Chapter 22: INTANGIBLE ASSETS


• Intangible assets are identifiable non-monetary assets without physical substance.
• Essential elements:
(1) Identifiability (separable or arises from contractual or other legal rights);
(2) Control; and
(3) Future economic benefits.
• Intangible assets are initially measured at cost. The measurement of cost depends on the
intangible asset's mode of acquisition.
• Internal generation:
1. Research cost - recognized as expense.
2. Development cost - capitalized only if all of the conditions under PAS 38 are met.
• If it is not clear whether an expenditure is a research or a development cost, it is treated as a
research cost.
• Reinstatement of costs already expensed is prohibited.
• Internally generated brands, mastheads, publishing titles, customer lists, goodwill and similar
items are not recognized as intangible assets.
•Subsequent expenditures on recognized intangible assets are generally expensed, unless they
meet the definition of an intangible asset and the recognition criteria.
• Intangible assets are subsequently measured using the cost model or the revaluation model.
The revaluation model is applicable only when the intangible asset has an active market.
Amortization:
1. Indefinite useful life - not amortized but tested for
2. Finite useful life - amortized using the straight line method impairment at least annually using
PAS 36.
(unless another method better reflects the consumption of the economic benefits from the asset)
over the shorter of the asset's useful life and legal life, if any. The residual value is assumed to be
zero, unless the entity has the ability to sell the asset at the end of its useful life.
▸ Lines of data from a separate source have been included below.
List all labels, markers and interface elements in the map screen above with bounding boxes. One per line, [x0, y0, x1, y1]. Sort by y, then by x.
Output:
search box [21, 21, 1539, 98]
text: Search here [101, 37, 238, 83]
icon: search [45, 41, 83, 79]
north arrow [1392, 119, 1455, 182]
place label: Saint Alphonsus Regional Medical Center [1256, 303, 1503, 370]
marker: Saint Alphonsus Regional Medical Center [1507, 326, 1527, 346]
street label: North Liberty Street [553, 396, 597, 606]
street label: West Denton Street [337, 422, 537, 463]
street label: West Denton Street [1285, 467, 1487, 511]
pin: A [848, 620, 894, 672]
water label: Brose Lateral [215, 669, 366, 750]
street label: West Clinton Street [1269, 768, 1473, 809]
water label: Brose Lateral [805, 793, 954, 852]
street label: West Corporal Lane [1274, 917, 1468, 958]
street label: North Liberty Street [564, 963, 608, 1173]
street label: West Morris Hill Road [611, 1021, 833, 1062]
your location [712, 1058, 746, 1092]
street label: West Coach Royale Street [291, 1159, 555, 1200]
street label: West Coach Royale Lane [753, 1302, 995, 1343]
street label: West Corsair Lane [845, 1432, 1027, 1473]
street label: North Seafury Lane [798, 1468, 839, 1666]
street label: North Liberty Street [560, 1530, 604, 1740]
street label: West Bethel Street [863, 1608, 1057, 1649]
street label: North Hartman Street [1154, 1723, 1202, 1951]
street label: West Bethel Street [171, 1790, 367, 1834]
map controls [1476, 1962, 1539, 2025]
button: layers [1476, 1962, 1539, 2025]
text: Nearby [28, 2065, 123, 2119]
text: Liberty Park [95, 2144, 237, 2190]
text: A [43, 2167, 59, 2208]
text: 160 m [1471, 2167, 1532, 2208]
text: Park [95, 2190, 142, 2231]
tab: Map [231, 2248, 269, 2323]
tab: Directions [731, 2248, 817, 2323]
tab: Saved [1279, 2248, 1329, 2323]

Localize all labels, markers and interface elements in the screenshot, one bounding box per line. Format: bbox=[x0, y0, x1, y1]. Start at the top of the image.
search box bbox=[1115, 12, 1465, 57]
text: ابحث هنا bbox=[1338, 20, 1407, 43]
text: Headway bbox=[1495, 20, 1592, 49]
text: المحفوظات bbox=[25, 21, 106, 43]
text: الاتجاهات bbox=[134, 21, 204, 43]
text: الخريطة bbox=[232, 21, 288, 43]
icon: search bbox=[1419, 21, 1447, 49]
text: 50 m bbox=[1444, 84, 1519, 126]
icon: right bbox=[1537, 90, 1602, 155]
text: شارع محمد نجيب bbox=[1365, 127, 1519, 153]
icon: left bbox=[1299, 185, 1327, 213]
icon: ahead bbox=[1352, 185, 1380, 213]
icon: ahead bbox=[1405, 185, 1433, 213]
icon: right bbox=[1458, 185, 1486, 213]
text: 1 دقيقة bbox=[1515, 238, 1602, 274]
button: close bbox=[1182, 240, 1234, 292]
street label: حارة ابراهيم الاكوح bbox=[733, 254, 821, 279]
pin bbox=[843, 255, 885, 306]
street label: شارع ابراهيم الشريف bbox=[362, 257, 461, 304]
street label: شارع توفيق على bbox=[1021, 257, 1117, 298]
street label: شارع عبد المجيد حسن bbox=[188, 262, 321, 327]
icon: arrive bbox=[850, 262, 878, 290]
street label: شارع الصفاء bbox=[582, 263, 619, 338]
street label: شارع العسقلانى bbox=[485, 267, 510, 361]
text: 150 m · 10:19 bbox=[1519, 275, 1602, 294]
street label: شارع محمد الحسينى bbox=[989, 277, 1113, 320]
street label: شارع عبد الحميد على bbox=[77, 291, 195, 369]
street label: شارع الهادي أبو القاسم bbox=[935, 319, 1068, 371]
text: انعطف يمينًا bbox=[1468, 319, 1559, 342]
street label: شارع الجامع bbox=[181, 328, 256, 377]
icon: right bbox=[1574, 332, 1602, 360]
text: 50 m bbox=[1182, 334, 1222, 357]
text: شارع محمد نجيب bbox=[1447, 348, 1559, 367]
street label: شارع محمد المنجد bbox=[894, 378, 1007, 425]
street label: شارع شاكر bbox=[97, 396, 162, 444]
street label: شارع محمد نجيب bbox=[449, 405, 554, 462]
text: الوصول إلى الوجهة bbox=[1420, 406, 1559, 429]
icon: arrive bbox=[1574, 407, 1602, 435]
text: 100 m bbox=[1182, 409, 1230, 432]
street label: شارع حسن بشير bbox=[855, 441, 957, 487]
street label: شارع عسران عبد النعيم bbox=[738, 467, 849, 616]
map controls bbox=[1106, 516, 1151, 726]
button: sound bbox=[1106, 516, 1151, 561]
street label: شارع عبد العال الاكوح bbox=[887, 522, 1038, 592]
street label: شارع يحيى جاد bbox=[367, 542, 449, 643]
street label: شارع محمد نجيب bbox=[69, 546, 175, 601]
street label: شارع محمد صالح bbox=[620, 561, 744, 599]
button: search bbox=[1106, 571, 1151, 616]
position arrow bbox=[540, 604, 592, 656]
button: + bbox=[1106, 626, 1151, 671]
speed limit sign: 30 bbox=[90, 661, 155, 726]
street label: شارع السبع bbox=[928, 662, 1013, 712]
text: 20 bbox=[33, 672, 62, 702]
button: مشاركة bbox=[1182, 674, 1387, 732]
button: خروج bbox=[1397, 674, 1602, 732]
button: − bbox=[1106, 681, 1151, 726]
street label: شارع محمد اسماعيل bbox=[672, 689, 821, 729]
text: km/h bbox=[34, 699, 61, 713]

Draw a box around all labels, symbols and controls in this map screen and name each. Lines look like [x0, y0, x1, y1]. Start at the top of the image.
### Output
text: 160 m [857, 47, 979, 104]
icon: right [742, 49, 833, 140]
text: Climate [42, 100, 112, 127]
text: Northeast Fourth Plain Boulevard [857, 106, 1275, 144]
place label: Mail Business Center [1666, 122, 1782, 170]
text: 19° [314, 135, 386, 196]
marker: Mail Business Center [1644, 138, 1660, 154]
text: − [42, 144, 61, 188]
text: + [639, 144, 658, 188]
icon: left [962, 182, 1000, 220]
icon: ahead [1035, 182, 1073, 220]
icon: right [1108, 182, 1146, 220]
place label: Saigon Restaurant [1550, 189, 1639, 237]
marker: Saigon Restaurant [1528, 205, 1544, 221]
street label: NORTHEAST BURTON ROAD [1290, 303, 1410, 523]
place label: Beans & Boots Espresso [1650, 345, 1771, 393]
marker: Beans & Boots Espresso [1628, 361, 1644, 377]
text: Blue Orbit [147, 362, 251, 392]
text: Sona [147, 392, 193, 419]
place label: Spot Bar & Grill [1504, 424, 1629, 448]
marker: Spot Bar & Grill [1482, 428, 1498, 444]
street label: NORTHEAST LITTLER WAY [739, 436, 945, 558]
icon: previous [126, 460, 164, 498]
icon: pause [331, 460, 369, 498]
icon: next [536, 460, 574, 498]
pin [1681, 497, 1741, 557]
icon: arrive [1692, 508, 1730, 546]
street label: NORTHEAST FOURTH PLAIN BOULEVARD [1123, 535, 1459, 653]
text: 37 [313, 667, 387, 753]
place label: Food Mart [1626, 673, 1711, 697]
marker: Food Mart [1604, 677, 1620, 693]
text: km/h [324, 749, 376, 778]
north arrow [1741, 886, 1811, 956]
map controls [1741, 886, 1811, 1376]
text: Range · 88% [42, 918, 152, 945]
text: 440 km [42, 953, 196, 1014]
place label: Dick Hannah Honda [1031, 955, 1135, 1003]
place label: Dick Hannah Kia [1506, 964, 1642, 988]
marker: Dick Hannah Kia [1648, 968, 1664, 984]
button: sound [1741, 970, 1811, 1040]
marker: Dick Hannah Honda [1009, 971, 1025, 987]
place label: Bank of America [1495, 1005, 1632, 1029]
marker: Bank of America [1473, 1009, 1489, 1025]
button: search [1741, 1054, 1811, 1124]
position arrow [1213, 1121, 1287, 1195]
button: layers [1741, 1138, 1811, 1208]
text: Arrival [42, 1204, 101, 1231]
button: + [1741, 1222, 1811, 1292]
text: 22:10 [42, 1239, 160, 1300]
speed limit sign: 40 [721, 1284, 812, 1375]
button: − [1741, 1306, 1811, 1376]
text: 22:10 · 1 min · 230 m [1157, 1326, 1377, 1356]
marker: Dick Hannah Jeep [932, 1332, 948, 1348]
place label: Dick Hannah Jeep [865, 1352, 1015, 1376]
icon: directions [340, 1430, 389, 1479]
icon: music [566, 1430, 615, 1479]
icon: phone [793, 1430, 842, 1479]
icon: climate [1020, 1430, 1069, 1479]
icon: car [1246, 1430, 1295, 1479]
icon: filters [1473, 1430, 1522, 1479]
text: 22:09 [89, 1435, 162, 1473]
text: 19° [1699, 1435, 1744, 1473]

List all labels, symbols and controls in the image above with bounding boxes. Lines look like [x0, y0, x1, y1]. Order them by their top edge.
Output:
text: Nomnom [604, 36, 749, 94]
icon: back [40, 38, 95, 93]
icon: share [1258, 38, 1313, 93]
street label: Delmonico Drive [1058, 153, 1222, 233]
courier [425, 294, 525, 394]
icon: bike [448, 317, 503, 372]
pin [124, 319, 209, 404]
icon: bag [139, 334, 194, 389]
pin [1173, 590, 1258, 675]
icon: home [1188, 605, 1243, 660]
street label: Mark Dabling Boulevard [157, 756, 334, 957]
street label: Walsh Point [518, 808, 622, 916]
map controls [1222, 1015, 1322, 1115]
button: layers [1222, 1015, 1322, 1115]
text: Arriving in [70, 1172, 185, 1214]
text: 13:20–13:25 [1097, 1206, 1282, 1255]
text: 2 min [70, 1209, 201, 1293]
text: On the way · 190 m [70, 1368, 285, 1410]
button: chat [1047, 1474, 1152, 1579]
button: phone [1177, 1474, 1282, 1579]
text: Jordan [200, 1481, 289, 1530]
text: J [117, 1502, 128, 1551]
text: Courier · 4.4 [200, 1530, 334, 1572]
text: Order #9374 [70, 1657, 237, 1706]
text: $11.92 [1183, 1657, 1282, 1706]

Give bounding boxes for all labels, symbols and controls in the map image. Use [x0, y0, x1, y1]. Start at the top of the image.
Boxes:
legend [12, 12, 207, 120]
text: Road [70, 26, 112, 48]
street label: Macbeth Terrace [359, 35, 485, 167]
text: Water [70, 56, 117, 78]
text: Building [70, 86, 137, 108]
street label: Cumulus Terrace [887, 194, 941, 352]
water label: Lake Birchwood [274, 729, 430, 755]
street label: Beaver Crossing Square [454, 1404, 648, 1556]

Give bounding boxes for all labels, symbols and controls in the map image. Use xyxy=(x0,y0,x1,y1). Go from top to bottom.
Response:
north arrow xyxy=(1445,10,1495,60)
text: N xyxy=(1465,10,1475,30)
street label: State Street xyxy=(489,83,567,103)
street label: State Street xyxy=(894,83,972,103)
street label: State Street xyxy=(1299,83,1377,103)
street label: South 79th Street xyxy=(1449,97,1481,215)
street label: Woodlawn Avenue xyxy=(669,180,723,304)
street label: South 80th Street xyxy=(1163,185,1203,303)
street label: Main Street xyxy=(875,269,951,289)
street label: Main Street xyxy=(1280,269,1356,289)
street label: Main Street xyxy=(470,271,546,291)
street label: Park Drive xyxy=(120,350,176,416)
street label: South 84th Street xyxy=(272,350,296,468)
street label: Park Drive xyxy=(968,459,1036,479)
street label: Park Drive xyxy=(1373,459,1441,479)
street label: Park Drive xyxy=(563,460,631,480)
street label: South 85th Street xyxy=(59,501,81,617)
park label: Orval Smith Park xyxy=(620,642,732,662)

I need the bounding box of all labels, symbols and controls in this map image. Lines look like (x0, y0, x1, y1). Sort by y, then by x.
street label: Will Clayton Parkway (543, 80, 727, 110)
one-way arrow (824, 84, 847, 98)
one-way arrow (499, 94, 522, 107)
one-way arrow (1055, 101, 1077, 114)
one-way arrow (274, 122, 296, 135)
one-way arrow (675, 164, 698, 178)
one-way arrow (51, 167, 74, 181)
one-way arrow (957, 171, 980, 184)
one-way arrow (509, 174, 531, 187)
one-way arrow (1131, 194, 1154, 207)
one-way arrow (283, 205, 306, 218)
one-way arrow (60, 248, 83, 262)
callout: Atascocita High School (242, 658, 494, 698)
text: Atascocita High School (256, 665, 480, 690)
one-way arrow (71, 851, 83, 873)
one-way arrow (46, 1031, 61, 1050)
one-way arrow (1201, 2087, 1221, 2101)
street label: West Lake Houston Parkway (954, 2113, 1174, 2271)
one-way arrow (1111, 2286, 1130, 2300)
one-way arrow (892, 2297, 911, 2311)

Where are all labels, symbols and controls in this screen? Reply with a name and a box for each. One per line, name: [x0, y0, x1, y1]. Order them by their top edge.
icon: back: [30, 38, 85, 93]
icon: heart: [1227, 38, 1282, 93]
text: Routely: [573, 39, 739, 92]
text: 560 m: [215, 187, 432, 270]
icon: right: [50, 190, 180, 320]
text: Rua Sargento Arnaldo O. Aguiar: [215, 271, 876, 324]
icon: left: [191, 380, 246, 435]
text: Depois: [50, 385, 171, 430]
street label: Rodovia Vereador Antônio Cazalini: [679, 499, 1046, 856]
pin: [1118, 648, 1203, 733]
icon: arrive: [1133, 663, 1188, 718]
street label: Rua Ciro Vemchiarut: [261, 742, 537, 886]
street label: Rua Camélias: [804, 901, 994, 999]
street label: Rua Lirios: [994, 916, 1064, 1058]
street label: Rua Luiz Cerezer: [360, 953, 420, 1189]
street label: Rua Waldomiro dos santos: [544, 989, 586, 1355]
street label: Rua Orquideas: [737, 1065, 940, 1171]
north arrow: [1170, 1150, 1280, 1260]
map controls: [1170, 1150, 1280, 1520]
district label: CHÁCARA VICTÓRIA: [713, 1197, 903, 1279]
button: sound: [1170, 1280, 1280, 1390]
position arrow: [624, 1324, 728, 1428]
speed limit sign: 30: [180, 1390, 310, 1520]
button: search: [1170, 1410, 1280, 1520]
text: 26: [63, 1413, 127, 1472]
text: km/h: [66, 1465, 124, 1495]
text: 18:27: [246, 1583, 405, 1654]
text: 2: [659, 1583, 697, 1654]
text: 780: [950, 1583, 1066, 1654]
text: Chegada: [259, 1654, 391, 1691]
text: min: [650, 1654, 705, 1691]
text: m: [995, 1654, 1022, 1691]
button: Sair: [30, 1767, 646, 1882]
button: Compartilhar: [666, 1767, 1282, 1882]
Chapter 23: IMPAIRMENT OF ASSETS


• An asset is impaired if its carrying amount exceeds its recoverable amount. The excess
represents the impairment loss.
• Recoverable amount is the higher of an asset's (a) fair value less costs of disposal and its (b)
value in use.
• An asset is tested for impairment only when an indication of impairment exists, except for
certain intangible assets that are required to be tested for impairment at least annually.
• It is not always necessary to compute both the FVLCD and the VIU. If any one of them exceeds
the carrying amount, the asset is not impaired and the other one need not be computed. If the
FVLCD cannot be determined, the VIU is used as the recoverable amount. If the asset is held for
disposal, its recoverable amount is the FVLCD.
•Value in use is the present value of estimated future cash flows expected to arise from the
continuing use of an asset (or CGU) and from its disposal at the end of its useful life.
• Impairment loss is recognized in profit or loss, unless it represents a revaluation decrease.
• After impairment, subsequent depreciation (amortization) is based on the asset's recoverable
amount.
• If an asset's recoverable amount can be determined reliably, it is tested for impairment on its
own. If its recoverable amount cannot be determined reliably, the CGU to which that asset
belongs is the one tested for impairment.
• For purposes of impairment, goodwill and corporate assets are allocated to CGUS.
• The impairment loss on a CGU is allocated first to any goodwill in the CGU. The excess is
allocated to the other assets of the CGU pro rata based on their carrying amounts.
• The reversal of impairment loss shall not result to a carrying amount in excess of the asset's
would-be carrying amount had no impairment loss been recognized in prior periods.
• Impairment loss on goodwill is never reversed.